If Yanet Giles could pick the Oscar winners

By Yanet Giles

We are about a month out from the 98th Academy Awards ceremony, a would be exciting night filled with glitz and glam, marvelous and tailored red carpet looks, and hundreds of people eager to see which of their peers win the privilege of walking home with bright, shining golden Oscars marking the highest achievement in cinema. Well, here’s my thing: I’m so over the Academy…

Can you believe that the 2026 Academy Awards is the first year that each Academy member will be required to have watched every nominated film before placing their votes? For all 97 prior years, nearly an entire century of this most prestigious award shows’ existence, it has not been mandatory for Academy members to have actually seen all nominated films before bestowing this award, this supposed “highest honor” amongst the winners. One can only imagine what kinds of personal biases, popularity contests, work-place politics, and prejudices must have infiltrated the award show all these years. 
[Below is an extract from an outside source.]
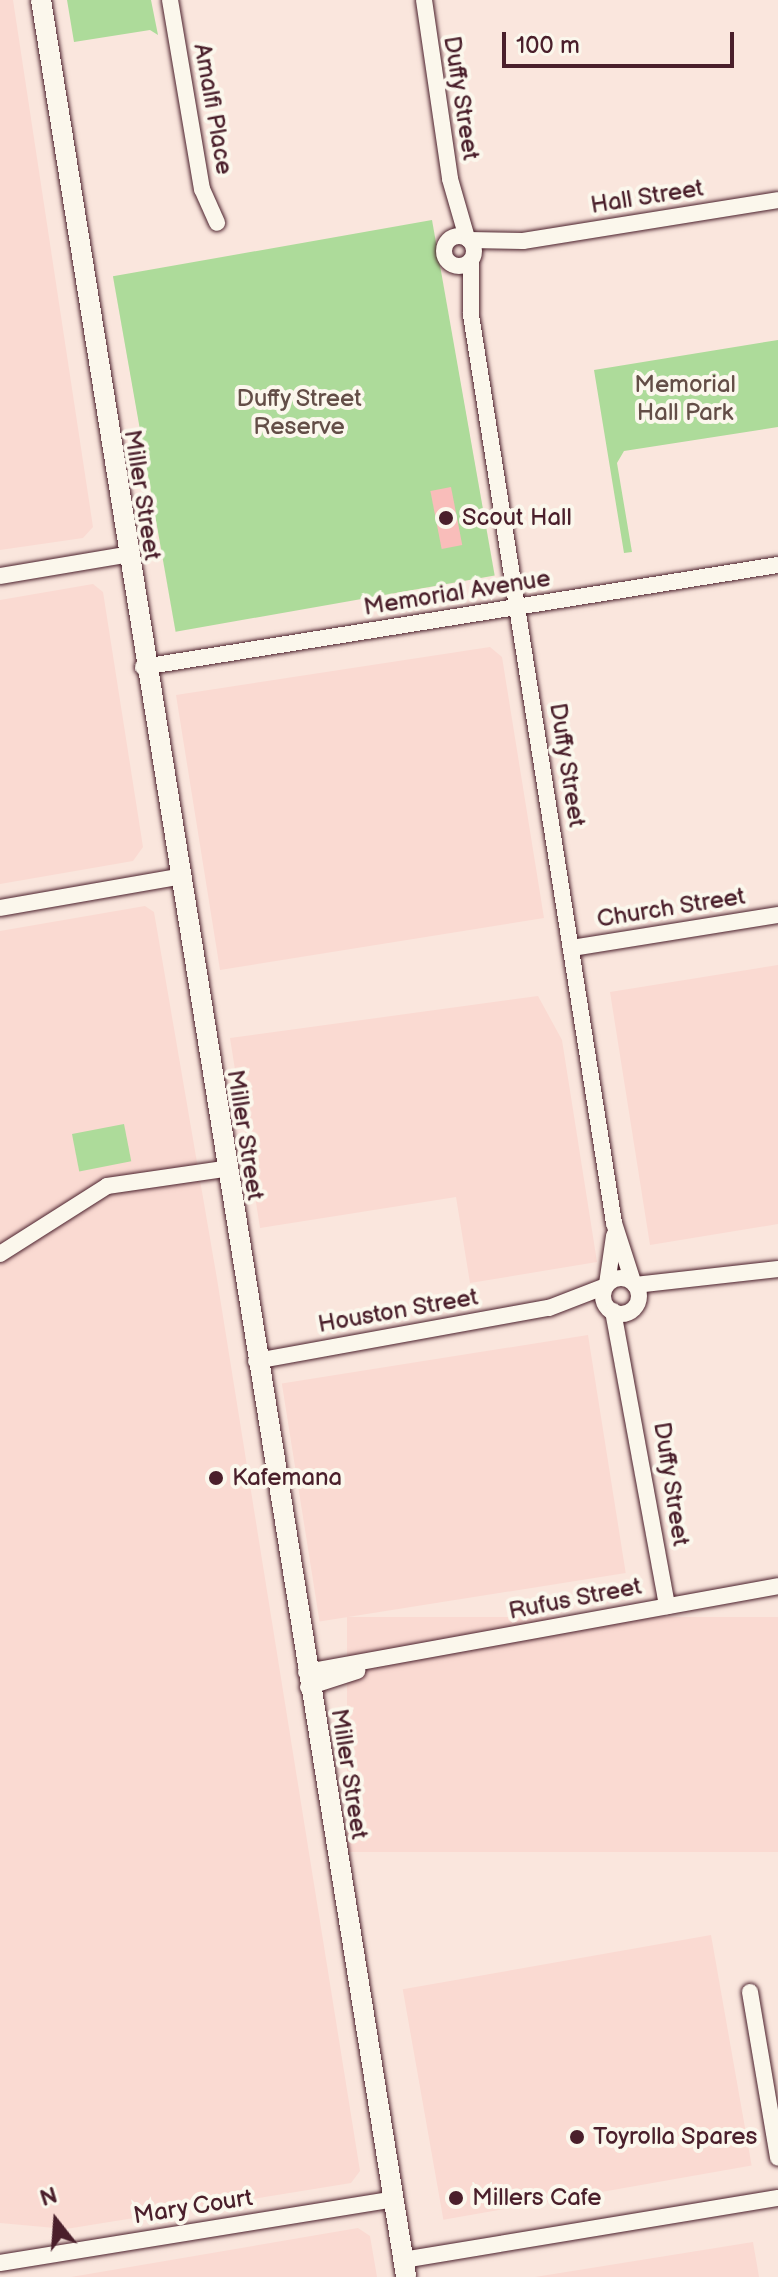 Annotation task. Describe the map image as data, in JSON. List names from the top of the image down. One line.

Personally, I have found the integrity of the Academy Awards compromised for quite some time now. Do we remember the 2021 Academy Awards when Chadwick Boseman received a posthumous Best Actor nomination for his role in Ma Rainey’s Black Bottom, and many Oscars viewers across the country (including myself) felt as though the award show had organized the order in which awards were announced, giving every indication that the wait for Best Actor as the final category meant that Boseman would win? But instead, many felt as though the prospect of a posthumous award was used as a tactic to maintain viewership until the very end of the show when Anthony Hopkins won the award instead of Boseman. That was a moment that left viewers' mouths distasteful, and woke me up to the realization that perhaps this ceremony was not about honoring this art form in the most honest way.

Of course, with a history spanning nearly 100 years, with the first ever Academy Awards taking place in 1929, the award show has a long history of injustice and exclusion, both in the kinds of stories being told in the nominated films, and the kinds of people allowed a nomination – much less an actual win. Hattie McDaniel was the first Black person and Black woman to win an Oscar in 1939, only 10 years after the award ceremony’s conception, but, for her mammy role in Gone With the Wind. The first woman to win best director was not until Kathryn Bigelow won for The Hurt Locker at the 2010 ceremony. Only 16 years ago! Mind you, a woman of color did not win Best Director until 2021 – Chloe Zhao for Nomadland – her and Bigelow the only two women who have ever won in that category! Those are only a couple of ways in which the Academy Awards has not adequately made space for the diversity of talent that exists in filmmaking. Who is nominated, though, is just as much about who is invited into the industry in the first place, as it is who the Academy chooses to elect. All this to say, if someone is so lucky to have beat the odds and work their way into a position where they are even able to be nominated for an Oscar, the least the Academy could do is have watched every film nominated from the start!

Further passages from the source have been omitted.